Comment 36 Adam Williamson 2016-06-03 04:16:22 UTC
Not really, no. It should not make any difference, though. Note my test did work *one* time, so I think it may be that the bug doesn't happen 100% of the time (though it does seem to happen most of the time).

Comment 37 Adam Williamson 2016-06-03 05:36:45 UTC
Furthermore it seems like if I re-try the cockpit enrolment after it fails, I get another error, instead of it working:

No such interface 'org.freedesktop.realmd.KerberosMembership' on object at path /org/freedesktop/realmd/Sssd/...'

(after Sssd/ the message flows off the side of the screen and I can't read it; it does not wrap. All the boxes in the 'Join a Domain' dialog are widened off the edge of the screen too).

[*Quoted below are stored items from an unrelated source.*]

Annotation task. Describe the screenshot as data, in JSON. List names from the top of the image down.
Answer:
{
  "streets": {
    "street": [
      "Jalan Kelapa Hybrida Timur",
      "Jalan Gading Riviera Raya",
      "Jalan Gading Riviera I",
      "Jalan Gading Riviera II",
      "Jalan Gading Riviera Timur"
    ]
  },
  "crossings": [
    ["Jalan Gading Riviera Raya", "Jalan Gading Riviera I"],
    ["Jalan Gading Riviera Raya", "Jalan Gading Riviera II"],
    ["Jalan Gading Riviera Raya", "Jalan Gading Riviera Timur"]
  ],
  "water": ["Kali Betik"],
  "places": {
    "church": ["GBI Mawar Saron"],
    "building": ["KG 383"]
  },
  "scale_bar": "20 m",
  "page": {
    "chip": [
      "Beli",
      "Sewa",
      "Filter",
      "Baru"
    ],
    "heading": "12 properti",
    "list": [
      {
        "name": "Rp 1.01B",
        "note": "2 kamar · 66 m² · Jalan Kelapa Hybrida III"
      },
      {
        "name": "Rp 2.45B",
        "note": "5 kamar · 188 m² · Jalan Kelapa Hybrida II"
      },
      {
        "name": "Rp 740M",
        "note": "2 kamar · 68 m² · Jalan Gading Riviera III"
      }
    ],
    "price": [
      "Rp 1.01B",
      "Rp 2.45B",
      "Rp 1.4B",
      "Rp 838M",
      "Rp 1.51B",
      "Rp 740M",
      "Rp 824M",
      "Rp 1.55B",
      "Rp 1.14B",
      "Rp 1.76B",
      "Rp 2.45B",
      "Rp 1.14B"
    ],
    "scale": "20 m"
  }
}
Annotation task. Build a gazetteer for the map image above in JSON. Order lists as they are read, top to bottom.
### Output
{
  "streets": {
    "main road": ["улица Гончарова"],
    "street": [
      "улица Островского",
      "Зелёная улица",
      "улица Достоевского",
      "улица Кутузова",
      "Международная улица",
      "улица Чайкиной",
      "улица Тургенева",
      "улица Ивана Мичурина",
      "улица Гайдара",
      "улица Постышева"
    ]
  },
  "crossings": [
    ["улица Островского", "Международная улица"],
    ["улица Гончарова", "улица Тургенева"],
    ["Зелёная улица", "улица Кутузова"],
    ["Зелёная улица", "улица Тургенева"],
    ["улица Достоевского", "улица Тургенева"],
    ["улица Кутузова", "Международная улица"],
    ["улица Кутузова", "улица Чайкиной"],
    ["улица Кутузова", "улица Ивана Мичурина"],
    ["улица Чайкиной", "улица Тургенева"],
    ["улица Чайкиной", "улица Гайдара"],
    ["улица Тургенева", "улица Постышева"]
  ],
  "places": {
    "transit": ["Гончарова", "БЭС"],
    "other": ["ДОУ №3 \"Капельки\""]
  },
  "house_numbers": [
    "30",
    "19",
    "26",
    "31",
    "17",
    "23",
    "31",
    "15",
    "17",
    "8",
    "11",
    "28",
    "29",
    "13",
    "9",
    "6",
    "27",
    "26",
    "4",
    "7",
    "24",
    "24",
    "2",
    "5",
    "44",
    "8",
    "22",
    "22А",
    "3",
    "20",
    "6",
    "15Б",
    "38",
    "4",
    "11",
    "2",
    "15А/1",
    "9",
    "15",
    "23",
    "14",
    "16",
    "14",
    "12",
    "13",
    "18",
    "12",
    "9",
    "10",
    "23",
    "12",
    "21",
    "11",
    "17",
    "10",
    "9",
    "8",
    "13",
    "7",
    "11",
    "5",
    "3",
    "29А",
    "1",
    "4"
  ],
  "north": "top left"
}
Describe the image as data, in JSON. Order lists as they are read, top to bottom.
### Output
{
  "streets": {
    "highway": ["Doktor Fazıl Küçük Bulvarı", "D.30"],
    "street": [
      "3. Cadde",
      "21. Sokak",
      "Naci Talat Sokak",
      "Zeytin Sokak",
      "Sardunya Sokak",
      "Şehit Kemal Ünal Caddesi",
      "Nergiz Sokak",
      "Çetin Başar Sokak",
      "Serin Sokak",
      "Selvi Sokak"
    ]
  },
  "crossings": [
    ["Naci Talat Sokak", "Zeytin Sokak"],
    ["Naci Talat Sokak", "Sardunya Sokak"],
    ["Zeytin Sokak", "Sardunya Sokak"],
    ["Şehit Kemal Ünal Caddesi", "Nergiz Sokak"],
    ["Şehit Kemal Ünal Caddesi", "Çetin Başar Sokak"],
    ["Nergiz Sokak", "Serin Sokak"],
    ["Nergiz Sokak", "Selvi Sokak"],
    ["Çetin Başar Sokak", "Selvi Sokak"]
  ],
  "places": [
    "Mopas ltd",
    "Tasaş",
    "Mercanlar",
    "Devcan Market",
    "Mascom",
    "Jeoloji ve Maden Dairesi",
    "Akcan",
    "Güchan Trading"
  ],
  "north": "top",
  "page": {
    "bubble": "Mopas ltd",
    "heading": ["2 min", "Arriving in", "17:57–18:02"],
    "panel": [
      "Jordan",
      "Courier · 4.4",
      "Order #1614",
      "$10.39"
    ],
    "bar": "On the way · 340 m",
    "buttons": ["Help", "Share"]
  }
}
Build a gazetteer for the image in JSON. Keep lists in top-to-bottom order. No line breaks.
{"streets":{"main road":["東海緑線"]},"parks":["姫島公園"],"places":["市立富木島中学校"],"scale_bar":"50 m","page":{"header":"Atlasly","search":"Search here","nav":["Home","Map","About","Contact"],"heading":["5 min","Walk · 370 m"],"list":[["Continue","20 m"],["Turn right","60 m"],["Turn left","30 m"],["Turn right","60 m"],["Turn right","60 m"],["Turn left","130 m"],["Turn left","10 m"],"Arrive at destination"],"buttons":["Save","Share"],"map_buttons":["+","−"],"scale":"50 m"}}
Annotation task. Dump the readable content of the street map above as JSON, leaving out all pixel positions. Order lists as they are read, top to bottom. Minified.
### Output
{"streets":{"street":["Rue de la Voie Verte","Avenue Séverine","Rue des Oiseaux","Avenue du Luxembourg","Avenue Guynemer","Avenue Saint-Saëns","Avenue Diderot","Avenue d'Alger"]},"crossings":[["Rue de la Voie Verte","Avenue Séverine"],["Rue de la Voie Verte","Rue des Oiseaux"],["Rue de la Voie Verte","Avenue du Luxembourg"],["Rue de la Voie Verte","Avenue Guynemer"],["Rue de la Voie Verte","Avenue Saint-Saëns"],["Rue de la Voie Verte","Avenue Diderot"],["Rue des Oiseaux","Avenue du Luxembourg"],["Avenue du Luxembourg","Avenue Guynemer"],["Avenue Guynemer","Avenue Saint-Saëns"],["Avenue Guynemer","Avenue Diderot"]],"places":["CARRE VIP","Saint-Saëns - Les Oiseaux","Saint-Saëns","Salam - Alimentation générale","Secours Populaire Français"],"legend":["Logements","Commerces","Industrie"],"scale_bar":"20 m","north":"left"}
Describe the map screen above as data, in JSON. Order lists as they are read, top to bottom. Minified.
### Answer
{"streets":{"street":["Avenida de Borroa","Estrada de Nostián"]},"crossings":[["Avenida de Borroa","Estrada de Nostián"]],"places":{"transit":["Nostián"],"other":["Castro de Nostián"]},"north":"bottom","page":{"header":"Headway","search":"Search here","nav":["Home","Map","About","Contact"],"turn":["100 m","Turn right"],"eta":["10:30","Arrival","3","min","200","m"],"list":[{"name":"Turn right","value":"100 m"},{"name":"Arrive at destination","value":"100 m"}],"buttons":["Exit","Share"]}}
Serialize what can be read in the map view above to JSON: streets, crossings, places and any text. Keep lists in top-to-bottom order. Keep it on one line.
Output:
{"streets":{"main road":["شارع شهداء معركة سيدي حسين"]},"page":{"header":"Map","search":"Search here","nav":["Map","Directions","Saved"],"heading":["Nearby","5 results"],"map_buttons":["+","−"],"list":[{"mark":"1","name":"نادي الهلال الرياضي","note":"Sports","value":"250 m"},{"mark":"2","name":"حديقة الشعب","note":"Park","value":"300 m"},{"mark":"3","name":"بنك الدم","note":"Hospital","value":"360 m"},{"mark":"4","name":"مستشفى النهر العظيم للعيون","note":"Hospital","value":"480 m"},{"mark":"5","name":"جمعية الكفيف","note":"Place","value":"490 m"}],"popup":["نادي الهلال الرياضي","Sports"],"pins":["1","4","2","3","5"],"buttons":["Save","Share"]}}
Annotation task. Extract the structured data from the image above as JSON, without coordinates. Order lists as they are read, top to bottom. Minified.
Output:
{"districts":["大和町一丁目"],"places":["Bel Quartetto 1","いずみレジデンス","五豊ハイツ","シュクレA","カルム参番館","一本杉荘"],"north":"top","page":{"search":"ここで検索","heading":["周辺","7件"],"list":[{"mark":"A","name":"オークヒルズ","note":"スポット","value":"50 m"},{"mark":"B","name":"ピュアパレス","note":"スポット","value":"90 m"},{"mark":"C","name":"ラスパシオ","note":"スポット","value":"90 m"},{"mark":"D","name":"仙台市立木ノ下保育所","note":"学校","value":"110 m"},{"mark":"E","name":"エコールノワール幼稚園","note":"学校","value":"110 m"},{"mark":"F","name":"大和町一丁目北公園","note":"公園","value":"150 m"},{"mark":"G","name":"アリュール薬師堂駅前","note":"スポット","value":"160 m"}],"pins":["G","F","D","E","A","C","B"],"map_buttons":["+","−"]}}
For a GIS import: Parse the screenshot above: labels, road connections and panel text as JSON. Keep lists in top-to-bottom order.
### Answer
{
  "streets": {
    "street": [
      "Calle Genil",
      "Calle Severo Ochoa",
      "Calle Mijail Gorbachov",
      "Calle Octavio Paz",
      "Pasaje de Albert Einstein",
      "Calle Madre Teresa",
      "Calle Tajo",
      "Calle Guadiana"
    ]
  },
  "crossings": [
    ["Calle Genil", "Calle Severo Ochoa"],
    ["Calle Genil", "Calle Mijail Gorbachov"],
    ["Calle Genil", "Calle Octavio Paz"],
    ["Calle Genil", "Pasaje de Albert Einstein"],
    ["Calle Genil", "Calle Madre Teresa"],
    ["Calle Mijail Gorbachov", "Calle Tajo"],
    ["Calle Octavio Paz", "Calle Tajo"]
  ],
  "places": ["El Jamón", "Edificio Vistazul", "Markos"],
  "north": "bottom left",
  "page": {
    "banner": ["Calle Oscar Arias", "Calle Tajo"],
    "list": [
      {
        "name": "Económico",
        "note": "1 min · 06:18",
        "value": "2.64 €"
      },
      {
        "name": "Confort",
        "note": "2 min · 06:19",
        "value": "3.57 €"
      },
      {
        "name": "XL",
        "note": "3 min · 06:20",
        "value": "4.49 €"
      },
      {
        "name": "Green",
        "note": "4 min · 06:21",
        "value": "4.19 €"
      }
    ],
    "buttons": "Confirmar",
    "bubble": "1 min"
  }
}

See https://openqa.stg.fedoraproject.org/tests/21851 , particularly the video https://openqa.stg.fedoraproject.org/tests/21851/file/video.ogv - the video is too highly time-compressed for you to quite see it, but that test was wired such that it would hit the 'Join' button, wait five minutes, then if it didn't recognize success but *did* see the "Message recipient disconnected from message bus without replying" error, it would click the 'Join' button again. When it does that, the new error message appears. You can find logs in the "Logs & Assets" tab, but there's nothing very useful for the second error I don't think.

Comment 38 Fedora Update System 2016-06-03 09:09:13 UTC
realmd-0.16.2-5.fc24 has been submitted as an update to Fedora 24. https://bodhi.fedoraproject.org/updates/FEDORA-2016-7516793e87

Comment 39 Sumit Bose 2016-06-03 09:11:45 UTC
I'm sorry, I forgot to apply the patch in the first build. This time I checked the build logs of realmd-0.16.2-5.fc24 to make sure the patch is applied.

Comment 40 Adam Williamson 2016-06-03 18:17:10 UTC
OK, looks like the fix works with -5.

Comment 41 Fedora Update System 2016-06-04 01:28:03 UTC
realmd-0.16.2-5.fc24 has been pushed to the Fedora 24 stable repository. If problems still persist, please make note of it in this bug report.